FILE PHOTO: Qatar’s Foreign Minister Sheikh Mohammed bin Abdulrahman Al-Thani speaks during the annual Munich Security Conference in Munich, Germany February 17, 2019. REUTERS/Andreas Gebert/File Photo
Qatar’s foreign minister, Sheikh Mohammed bin Abdulrahman Al-Thani, said statements at the summits were not adopted using traditional procedures.
“The statements condemned Iran but did not refer to a moderate policy to speak with Tehran,” he said in remarks reported by Qatar’s state-owned Al Jazeera television.
“They adopted Washington policy toward Iran, rather than a policy that puts neighborhood with Iran into consideration,” he added.
Saudi Arabia’s King Salman convened the emergency summits on May 30 to discuss drone strikes on oil installations in Saudi Arabia and attacks on four vessels, including two Saudi oil tankers, off the United Arab Emirates coast.
Qatari Prime Minister Abdullah bin Nasser Al Thani, whose country hosts the largest U.S. military base in the region, attended the summits, the most senior Qatari official to visit the kingdom since Saudi Arabia, the United Arab Emirates, Bahrain and Egypt imposed an economic and diplomatic boycott on Qatar in 2017. The embargo was imposed over allegations that Qatar supports terrorism and is aligning itself with regional foe Iran. Qatar denies the allegations.
The right of Saudi Arabia and the United Arab Emirates to defend their interests after the attacks on oil pumping stations in the kingdom and tankers off the UAE were supported in a Gulf Arab statement and a separate communique issued after the wider summit.

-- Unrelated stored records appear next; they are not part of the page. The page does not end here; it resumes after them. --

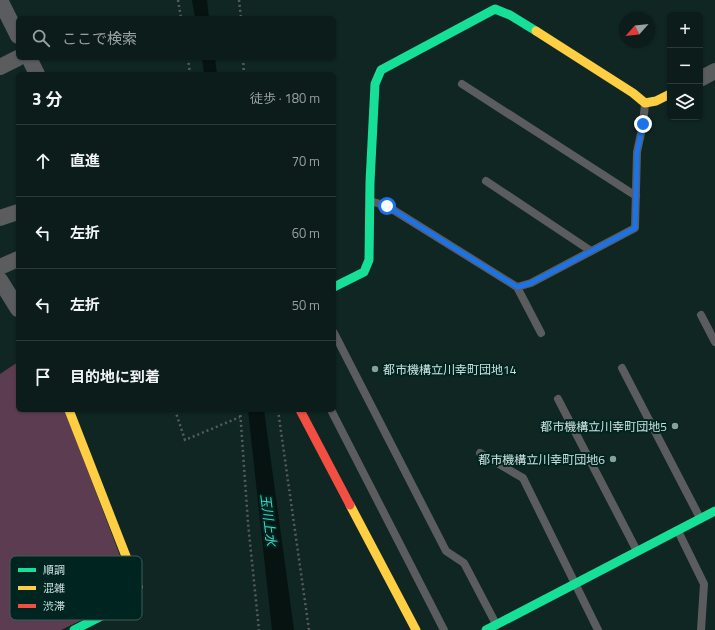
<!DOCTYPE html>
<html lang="ja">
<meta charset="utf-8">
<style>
body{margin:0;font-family:"Titillium Web","Noto Sans JP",sans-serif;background:#152523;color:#f1f3f6}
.controls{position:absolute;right:12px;top:12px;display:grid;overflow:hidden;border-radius:6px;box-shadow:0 1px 3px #0004}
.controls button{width:36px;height:36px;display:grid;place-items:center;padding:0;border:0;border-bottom:1px solid #2c3a39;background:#0c1c1a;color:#f1f3f6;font:20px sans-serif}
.compass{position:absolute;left:619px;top:12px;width:36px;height:36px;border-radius:50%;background:#0c1c1a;box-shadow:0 1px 3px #0004;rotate:243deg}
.stop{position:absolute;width:12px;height:12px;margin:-9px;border:3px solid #1a73e8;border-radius:50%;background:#fff}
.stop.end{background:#1a73e8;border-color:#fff;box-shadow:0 1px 4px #0008}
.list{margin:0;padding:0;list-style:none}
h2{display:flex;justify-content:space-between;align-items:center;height:52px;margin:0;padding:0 16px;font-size:17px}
h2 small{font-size:13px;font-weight:400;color:#9aa1a2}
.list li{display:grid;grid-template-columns:26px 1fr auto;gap:12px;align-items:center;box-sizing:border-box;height:72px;padding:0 16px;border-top:1px solid #2c3a39}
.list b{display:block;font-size:15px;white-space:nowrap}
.list em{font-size:13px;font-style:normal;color:#9aa1a2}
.icon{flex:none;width:22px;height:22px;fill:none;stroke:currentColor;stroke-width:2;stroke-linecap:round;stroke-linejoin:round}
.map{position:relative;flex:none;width:715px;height:630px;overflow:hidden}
.search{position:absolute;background:#0c1c1a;box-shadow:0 1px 3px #0004;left:16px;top:16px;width:320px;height:44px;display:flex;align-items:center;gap:10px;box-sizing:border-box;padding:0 14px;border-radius:6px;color:#9aa1a2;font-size:15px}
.panel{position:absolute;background:#0c1c1a;box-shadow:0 1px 3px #0004;left:16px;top:72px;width:320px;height:340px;border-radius:6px}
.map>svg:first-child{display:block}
</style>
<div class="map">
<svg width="715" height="630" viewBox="0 0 715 630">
<rect width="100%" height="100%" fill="#102623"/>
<path fill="#5c3c50" d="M18,362V410H65L131,585L129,597L61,630H0V374Z"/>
<g fill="#061311">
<path d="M192,0H207L209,18H195Z"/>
<path d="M202,58H215L217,74H204Z"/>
<path d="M248,410H264L294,630H272Z"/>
</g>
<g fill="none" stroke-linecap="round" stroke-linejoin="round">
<g stroke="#555c5c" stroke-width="2.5" stroke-dasharray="2 3" stroke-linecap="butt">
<path d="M178,0L181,18"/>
<path d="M239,0L241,18"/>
<path d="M188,58L190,74"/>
<path d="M243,58L244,74"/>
<path d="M175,410L185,440L240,417"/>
<path d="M240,410L248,523L259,630"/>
<path d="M278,410L309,630"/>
</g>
<g stroke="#5a5c5e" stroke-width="8">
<path d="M462,84L636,196"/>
<path d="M486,181L591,251"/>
<path d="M370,201L387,206L517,287L531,283L635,228L637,152L643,124L645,104"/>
<path d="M517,287L541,333"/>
<path d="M701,315L715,342"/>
<path d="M334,333L446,551L464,563L496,624"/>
<path d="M622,368L700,518"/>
<path d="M558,399L637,551"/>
<path d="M331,410L444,630"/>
<path d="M480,453L523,478L598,630"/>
<path d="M678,531L704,584L701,630"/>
</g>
<g stroke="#5a5c5e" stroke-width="16">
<path d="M0,0L18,36"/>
<path d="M29,58L37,74"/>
<path d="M0,67L18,58"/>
<path d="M700,79L715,71"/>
<path d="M0,218L18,212"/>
<path d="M0,267L18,259"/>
<path d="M0,280L18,309"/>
</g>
<g stroke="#16e098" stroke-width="9">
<path d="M334,287L364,272L369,260L370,182L375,84L381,70L495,9L510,15L536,31"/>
<path d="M74,630L133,600L136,593"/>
<path d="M486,630L715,511"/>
</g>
<g stroke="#ffcf43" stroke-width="9">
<path d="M536,31L633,93L645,103L656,101L670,94"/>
<path d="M69,410L138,587L136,593"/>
<path d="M350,505L416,630"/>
</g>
<path stroke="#f24e42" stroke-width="9" d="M300,410L350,505"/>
</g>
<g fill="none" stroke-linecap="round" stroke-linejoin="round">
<path stroke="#1a73e8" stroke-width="5" d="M387,206L517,287L531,283L635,228L637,152L643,124"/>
</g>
<g fill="#8a9f9c" stroke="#002521" stroke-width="1.5">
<circle cx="375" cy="369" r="4"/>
<circle cx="675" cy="426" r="4"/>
<circle cx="613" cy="459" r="4"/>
</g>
<g text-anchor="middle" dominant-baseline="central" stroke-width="4" stroke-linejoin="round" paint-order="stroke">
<g font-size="12" fill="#cce0dd" stroke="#002521" text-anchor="end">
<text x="383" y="369" text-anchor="start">都市機構立川幸町団地14</text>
<text x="667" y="426">都市機構立川幸町団地5</text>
<text x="605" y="459">都市機構立川幸町団地6</text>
</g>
<g font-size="13" font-style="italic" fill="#3edac8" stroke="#002521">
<text transform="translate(269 520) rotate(83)">玉川上水</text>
</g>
</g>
<rect x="10" y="556" width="132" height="64" rx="6" fill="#002521" stroke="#3d5d59" stroke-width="1"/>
<rect x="18" y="568" width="18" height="4" fill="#16e098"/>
<rect x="18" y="586" width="18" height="4" fill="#ffcf43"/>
<rect x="18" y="604" width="18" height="4" fill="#f24e42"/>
<g font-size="11" fill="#cce0dd">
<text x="43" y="574">順調</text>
<text x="43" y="592">混雑</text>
<text x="43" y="610">渋滞</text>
</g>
</svg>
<div class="controls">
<button>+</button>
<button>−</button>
<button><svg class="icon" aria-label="layers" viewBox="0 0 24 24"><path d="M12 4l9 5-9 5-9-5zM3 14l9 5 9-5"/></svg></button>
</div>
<svg class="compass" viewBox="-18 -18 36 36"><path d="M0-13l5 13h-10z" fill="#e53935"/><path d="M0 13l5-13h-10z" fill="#9aa1a2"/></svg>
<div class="stop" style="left:387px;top:206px"></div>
<div class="stop end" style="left:643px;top:124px"></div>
<div class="search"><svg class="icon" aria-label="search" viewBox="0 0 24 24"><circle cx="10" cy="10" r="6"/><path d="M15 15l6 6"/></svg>ここで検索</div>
<section class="panel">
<h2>3 分<small>徒歩 · 180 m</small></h2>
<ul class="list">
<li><svg class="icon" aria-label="ahead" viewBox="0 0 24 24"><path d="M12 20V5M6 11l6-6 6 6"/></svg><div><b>直進</b></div><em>70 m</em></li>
<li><svg class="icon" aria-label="left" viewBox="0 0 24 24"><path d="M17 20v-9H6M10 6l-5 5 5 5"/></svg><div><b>左折</b></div><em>60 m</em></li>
<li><svg class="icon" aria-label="left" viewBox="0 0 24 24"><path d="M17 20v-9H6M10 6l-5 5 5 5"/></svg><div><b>左折</b></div><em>50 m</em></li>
<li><svg class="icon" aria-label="arrive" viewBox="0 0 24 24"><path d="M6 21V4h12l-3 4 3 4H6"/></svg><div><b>目的地に到着</b></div></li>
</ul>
</section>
</div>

Tehran denies any involvement in the attacks. In a sign of regional tensions, Iraq, which has good ties with neighboring Iran and with Washington, said it objected to the Arab communique, which stated that any cooperation with Tehran should be based on “non-interference in other countries”.
U.S. national security adviser John Bolton said on Thursday that evidence of Iran being behind the tanker attacks would be presented to the U.N. Security Council as early as next week.
Tensions have risen between the United States and Iran after U.S. President Donald Trump a year ago withdrew Washington from a 2015 international nuclear deal with Iran, re-imposed sanctions and boosted its military presence in the Gulf.